What the exercise asks => Scan the material below for the string "compass". Report every line that has it.

┌────────

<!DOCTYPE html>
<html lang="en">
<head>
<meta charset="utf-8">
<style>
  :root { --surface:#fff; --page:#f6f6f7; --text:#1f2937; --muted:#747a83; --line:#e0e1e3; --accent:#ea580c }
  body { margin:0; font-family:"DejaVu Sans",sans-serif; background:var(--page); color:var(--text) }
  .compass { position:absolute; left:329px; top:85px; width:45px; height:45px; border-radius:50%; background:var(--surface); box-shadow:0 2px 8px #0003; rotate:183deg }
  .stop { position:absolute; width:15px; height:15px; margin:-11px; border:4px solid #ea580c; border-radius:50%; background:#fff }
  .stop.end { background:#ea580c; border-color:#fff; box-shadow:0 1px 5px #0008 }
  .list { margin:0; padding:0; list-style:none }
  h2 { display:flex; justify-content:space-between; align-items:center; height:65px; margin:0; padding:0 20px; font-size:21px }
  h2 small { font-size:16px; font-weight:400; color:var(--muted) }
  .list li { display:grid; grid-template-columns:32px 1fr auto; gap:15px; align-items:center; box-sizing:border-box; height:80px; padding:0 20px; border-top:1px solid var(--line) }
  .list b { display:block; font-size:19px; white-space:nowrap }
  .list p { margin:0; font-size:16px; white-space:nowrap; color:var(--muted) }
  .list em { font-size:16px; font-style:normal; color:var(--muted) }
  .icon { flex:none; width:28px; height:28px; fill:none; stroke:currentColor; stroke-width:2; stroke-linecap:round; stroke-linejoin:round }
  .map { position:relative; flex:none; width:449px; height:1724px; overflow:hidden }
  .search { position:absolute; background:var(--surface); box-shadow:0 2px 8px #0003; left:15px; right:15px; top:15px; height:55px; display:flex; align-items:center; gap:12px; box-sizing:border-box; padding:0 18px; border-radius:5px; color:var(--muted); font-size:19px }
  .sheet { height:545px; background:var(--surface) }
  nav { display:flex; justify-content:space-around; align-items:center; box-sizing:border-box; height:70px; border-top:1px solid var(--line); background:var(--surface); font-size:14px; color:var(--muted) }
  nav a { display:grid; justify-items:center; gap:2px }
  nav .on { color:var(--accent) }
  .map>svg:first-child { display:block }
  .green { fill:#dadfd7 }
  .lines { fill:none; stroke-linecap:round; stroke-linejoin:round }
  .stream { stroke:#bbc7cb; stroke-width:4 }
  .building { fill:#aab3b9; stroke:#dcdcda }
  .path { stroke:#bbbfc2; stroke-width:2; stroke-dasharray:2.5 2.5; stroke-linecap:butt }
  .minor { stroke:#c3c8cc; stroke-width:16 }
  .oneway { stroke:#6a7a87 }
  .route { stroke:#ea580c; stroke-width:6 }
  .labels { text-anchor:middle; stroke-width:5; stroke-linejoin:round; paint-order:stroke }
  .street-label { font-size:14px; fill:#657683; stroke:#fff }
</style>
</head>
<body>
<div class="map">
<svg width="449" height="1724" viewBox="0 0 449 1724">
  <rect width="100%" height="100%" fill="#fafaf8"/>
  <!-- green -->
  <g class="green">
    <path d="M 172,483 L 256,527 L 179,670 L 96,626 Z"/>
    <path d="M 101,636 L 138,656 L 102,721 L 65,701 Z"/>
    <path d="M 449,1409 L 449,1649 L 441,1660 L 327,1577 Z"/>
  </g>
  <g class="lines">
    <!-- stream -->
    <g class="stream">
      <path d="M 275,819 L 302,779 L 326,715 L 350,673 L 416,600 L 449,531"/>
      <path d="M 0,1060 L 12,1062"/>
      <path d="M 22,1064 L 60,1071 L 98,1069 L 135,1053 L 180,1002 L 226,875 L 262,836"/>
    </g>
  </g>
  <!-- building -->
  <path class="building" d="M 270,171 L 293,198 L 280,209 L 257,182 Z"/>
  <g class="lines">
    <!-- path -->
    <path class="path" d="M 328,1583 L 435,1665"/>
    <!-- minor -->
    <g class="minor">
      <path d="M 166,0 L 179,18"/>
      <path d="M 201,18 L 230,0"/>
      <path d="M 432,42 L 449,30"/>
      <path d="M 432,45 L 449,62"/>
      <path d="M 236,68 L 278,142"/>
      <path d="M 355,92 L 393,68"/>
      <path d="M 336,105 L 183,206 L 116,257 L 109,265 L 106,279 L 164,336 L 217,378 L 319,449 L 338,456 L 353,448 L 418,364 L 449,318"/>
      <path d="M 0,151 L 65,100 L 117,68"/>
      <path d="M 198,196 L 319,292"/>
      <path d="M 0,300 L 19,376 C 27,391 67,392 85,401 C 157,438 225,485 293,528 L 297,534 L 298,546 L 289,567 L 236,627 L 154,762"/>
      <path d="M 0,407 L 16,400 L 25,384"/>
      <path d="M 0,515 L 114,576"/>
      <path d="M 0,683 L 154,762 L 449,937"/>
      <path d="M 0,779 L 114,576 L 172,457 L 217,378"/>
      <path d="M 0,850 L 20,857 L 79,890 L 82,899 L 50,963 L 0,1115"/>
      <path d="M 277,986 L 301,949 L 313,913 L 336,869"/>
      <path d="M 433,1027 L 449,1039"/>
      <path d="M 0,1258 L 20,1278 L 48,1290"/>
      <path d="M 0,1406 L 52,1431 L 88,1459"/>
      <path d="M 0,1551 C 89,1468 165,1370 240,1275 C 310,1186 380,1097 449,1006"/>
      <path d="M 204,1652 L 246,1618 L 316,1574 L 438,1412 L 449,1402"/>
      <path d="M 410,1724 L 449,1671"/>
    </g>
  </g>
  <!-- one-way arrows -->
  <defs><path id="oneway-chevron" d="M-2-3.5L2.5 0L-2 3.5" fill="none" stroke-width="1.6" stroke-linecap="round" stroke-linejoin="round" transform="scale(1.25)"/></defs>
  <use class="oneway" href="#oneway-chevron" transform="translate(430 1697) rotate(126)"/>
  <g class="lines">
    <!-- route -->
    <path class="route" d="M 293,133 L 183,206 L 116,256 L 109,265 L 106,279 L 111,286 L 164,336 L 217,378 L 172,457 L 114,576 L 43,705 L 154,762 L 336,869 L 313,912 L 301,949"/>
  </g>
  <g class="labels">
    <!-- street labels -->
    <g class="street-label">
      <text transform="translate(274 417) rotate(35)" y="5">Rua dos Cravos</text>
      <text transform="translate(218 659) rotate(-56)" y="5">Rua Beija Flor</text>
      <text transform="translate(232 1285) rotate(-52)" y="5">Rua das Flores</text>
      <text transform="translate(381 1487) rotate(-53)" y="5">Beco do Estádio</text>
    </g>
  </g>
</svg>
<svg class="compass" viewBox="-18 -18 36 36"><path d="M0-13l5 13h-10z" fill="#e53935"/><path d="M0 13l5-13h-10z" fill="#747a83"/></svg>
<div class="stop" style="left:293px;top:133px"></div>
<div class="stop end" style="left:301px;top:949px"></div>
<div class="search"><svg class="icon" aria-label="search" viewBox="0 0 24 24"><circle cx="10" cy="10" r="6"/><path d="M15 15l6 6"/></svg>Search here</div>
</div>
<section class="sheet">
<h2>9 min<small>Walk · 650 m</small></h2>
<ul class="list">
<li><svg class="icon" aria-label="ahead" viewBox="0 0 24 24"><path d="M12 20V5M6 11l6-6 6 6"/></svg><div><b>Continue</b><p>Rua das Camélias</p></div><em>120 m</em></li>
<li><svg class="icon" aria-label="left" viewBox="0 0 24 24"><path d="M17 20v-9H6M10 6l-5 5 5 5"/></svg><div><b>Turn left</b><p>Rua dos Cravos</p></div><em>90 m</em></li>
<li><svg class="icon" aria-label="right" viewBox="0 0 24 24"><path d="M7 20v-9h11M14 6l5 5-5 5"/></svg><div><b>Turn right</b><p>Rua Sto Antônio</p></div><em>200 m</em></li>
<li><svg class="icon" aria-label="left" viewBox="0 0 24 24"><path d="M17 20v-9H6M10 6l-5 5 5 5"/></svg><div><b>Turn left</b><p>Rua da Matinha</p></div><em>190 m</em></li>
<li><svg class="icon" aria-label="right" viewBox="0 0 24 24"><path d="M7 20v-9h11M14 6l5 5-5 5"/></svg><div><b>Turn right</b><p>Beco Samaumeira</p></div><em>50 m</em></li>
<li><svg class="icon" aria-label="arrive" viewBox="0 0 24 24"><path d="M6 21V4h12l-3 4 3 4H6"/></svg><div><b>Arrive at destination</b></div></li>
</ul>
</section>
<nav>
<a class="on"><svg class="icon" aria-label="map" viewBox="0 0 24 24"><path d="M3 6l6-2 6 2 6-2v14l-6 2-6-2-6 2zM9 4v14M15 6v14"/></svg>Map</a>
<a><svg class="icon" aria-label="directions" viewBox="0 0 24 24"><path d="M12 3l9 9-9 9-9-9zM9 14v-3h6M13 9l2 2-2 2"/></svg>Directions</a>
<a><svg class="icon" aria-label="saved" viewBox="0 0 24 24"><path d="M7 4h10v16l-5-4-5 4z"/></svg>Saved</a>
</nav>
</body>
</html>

└────────

Task answer =>
  .compass { position:absolute; left:329px; top:85px; width:45px; height:45px; border-radius:50%; background:var(--surface); box-shadow:0 2px 8px #0003; rotate:183deg }
<svg class="compass" viewBox="-18 -18 36 36"><path d="M0-13l5 13h-10z" fill="#e53935"/><path d="M0 13l5-13h-10z" fill="#747a83"/></svg>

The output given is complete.